-- Activity --
Exactly as written, set down each line of the data below except its pictures.
:: Given information ::
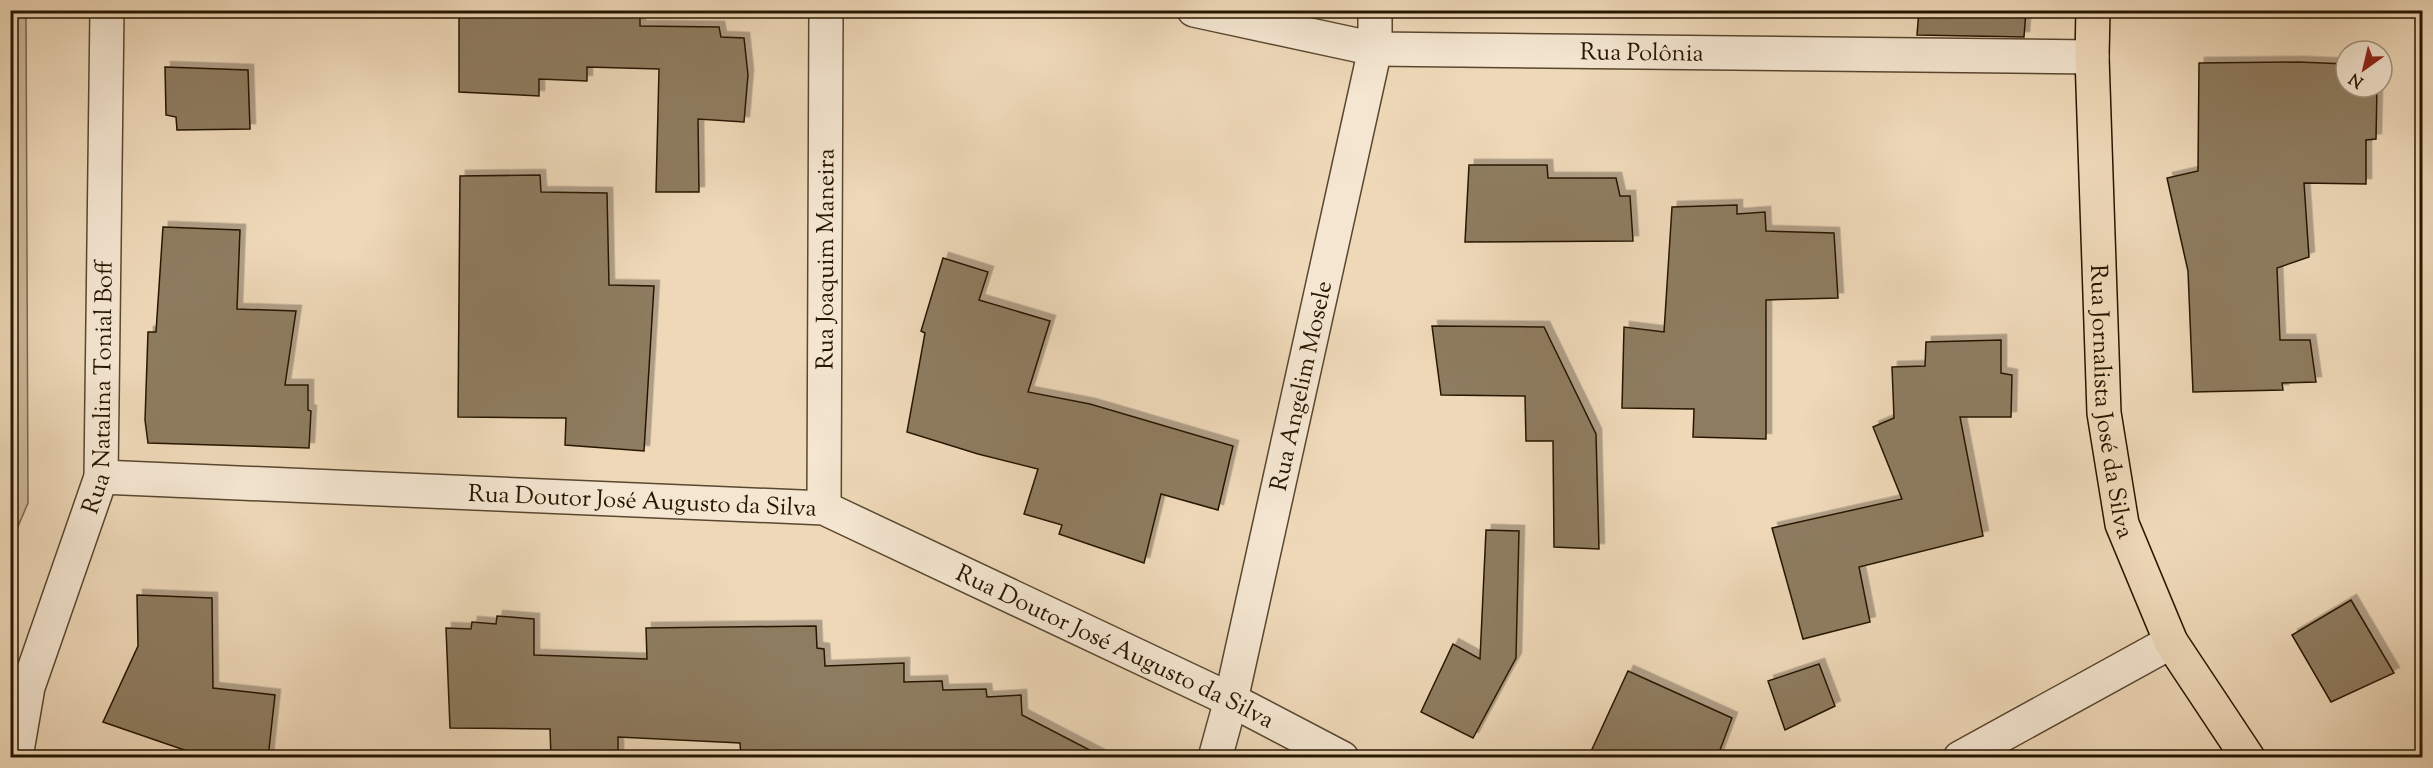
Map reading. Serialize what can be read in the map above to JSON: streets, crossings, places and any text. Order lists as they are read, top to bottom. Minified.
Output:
{"streets":{"main road":["Rua Jornalista José da Silva"],"street":["Rua Polônia","Rua Joaquim Maneira","Rua Angelim Mosele","Rua Natalina Tonial Boff","Rua Doutor José Augusto da Silva"]},"crossings":[["Rua Polônia","Rua Angelim Mosele"],["Rua Polônia","Rua Jornalista José da Silva"],["Rua Joaquim Maneira","Rua Doutor José Augusto da Silva"],["Rua Angelim Mosele","Rua Doutor José Augusto da Silva"],["Rua Natalina Tonial Boff","Rua Doutor José Augusto da Silva"]],"north":"bottom left"}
:::
-- Response to the task --
Map reading. Serialize what can be read in the map above to JSON: streets, crossings, places and any text. Order lists as they are read, top to bottom. Minified.
Output:
{"streets":{"main road":["Rua Jornalista José da Silva"],"street":["Rua Polônia","Rua Joaquim Maneira","Rua Angelim Mosele","Rua Natalina Tonial Boff","Rua Doutor José Augusto da Silva"]},"crossings":[["Rua Polônia","Rua Angelim Mosele"],["Rua Polônia","Rua Jornalista José da Silva"],["Rua Joaquim Maneira","Rua Doutor José Augusto da Silva"],["Rua Angelim Mosele","Rua Doutor José Augusto da Silva"],["Rua Natalina Tonial Boff","Rua Doutor José Augusto da Silva"]],"north":"bottom left"}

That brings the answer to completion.